Data section |
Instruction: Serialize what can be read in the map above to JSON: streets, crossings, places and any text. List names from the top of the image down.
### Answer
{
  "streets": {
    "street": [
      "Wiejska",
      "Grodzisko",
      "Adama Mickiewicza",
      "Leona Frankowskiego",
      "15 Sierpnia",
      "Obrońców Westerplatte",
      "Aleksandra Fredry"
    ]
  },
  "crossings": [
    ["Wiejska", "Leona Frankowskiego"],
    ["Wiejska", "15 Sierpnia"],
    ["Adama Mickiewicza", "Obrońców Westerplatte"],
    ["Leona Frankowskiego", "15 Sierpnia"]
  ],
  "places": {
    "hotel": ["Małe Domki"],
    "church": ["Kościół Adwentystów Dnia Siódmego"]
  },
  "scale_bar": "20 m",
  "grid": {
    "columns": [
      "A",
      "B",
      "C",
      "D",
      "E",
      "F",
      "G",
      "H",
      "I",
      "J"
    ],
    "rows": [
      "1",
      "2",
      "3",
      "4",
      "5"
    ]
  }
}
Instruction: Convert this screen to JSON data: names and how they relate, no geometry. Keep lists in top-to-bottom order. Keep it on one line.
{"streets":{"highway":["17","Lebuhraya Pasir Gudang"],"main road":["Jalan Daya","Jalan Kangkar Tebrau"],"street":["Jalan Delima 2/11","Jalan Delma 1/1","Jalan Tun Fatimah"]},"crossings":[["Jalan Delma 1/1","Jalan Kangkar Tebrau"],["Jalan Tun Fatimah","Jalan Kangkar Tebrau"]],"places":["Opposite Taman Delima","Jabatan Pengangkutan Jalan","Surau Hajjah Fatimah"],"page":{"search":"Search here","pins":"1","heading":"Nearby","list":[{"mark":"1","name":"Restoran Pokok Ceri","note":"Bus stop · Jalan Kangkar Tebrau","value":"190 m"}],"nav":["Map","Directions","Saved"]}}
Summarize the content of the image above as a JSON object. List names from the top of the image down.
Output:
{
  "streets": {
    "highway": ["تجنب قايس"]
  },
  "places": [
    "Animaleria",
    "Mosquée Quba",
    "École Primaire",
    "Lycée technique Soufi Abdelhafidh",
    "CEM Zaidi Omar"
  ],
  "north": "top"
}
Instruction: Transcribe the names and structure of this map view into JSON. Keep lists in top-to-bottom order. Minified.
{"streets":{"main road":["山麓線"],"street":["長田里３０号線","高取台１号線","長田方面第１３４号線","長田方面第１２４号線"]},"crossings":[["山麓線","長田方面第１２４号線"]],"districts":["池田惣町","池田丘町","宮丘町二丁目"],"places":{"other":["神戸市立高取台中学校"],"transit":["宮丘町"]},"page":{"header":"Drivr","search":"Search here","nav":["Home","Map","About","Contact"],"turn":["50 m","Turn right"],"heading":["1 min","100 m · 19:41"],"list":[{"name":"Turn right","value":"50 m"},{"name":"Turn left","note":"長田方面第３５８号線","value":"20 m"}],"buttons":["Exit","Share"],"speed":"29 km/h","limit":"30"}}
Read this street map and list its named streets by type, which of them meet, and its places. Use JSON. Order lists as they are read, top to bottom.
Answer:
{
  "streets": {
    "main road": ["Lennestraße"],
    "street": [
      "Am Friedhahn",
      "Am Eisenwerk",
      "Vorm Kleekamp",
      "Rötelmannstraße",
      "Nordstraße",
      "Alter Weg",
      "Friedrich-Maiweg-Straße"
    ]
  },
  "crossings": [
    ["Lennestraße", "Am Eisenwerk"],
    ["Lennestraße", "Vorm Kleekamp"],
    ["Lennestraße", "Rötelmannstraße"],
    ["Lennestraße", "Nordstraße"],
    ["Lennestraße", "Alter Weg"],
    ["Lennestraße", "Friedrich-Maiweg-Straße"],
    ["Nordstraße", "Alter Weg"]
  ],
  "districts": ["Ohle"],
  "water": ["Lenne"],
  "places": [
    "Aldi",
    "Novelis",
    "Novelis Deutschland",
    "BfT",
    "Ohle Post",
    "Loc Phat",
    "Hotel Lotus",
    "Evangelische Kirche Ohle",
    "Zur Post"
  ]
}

Work order | Word for word, repeat each line of the listing.

Response to the task |
Instruction: Serialize what can be read in the map above to JSON: streets, crossings, places and any text. List names from the top of the image down.
### Answer
{
  "streets": {
    "street": [
      "Wiejska",
      "Grodzisko",
      "Adama Mickiewicza",
      "Leona Frankowskiego",
      "15 Sierpnia",
      "Obrońców Westerplatte",
      "Aleksandra Fredry"
    ]
  },
  "crossings": [
    ["Wiejska", "Leona Frankowskiego"],
    ["Wiejska", "15 Sierpnia"],
    ["Adama Mickiewicza", "Obrońców Westerplatte"],
    ["Leona Frankowskiego", "15 Sierpnia"]
  ],
  "places": {
    "hotel": ["Małe Domki"],
    "church": ["Kościół Adwentystów Dnia Siódmego"]
  },
  "scale_bar": "20 m",
  "grid": {
    "columns": [
      "A",
      "B",
      "C",
      "D",
      "E",
      "F",
      "G",
      "H",
      "I",
      "J"
    ],
    "rows": [
      "1",
      "2",
      "3",
      "4",
      "5"
    ]
  }
}
Instruction: Convert this screen to JSON data: names and how they relate, no geometry. Keep lists in top-to-bottom order. Keep it on one line.
{"streets":{"highway":["17","Lebuhraya Pasir Gudang"],"main road":["Jalan Daya","Jalan Kangkar Tebrau"],"street":["Jalan Delima 2/11","Jalan Delma 1/1","Jalan Tun Fatimah"]},"crossings":[["Jalan Delma 1/1","Jalan Kangkar Tebrau"],["Jalan Tun Fatimah","Jalan Kangkar Tebrau"]],"places":["Opposite Taman Delima","Jabatan Pengangkutan Jalan","Surau Hajjah Fatimah"],"page":{"search":"Search here","pins":"1","heading":"Nearby","list":[{"mark":"1","name":"Restoran Pokok Ceri","note":"Bus stop · Jalan Kangkar Tebrau","value":"190 m"}],"nav":["Map","Directions","Saved"]}}
Summarize the content of the image above as a JSON object. List names from the top of the image down.
Output:
{
  "streets": {
    "highway": ["تجنب قايس"]
  },
  "places": [
    "Animaleria",
    "Mosquée Quba",
    "École Primaire",
    "Lycée technique Soufi Abdelhafidh",
    "CEM Zaidi Omar"
  ],
  "north": "top"
}
Instruction: Transcribe the names and structure of this map view into JSON. Keep lists in top-to-bottom order. Minified.
{"streets":{"main road":["山麓線"],"street":["長田里３０号線","高取台１号線","長田方面第１３４号線","長田方面第１２４号線"]},"crossings":[["山麓線","長田方面第１２４号線"]],"districts":["池田惣町","池田丘町","宮丘町二丁目"],"places":{"other":["神戸市立高取台中学校"],"transit":["宮丘町"]},"page":{"header":"Drivr","search":"Search here","nav":["Home","Map","About","Contact"],"turn":["50 m","Turn right"],"heading":["1 min","100 m · 19:41"],"list":[{"name":"Turn right","value":"50 m"},{"name":"Turn left","note":"長田方面第３５８号線","value":"20 m"}],"buttons":["Exit","Share"],"speed":"29 km/h","limit":"30"}}
Read this street map and list its named streets by type, which of them meet, and its places. Use JSON. Order lists as they are read, top to bottom.
Answer:
{
  "streets": {
    "main road": ["Lennestraße"],
    "street": [
      "Am Friedhahn",
      "Am Eisenwerk",
      "Vorm Kleekamp",
      "Rötelmannstraße",
      "Nordstraße",
      "Alter Weg",
      "Friedrich-Maiweg-Straße"
    ]
  },
  "crossings": [
    ["Lennestraße", "Am Eisenwerk"],
    ["Lennestraße", "Vorm Kleekamp"],
    ["Lennestraße", "Rötelmannstraße"],
    ["Lennestraße", "Nordstraße"],
    ["Lennestraße", "Alter Weg"],
    ["Lennestraße", "Friedrich-Maiweg-Straße"],
    ["Nordstraße", "Alter Weg"]
  ],
  "districts": ["Ohle"],
  "water": ["Lenne"],
  "places": [
    "Aldi",
    "Novelis",
    "Novelis Deutschland",
    "BfT",
    "Ohle Post",
    "Loc Phat",
    "Hotel Lotus",
    "Evangelische Kirche Ohle",
    "Zur Post"
  ]
}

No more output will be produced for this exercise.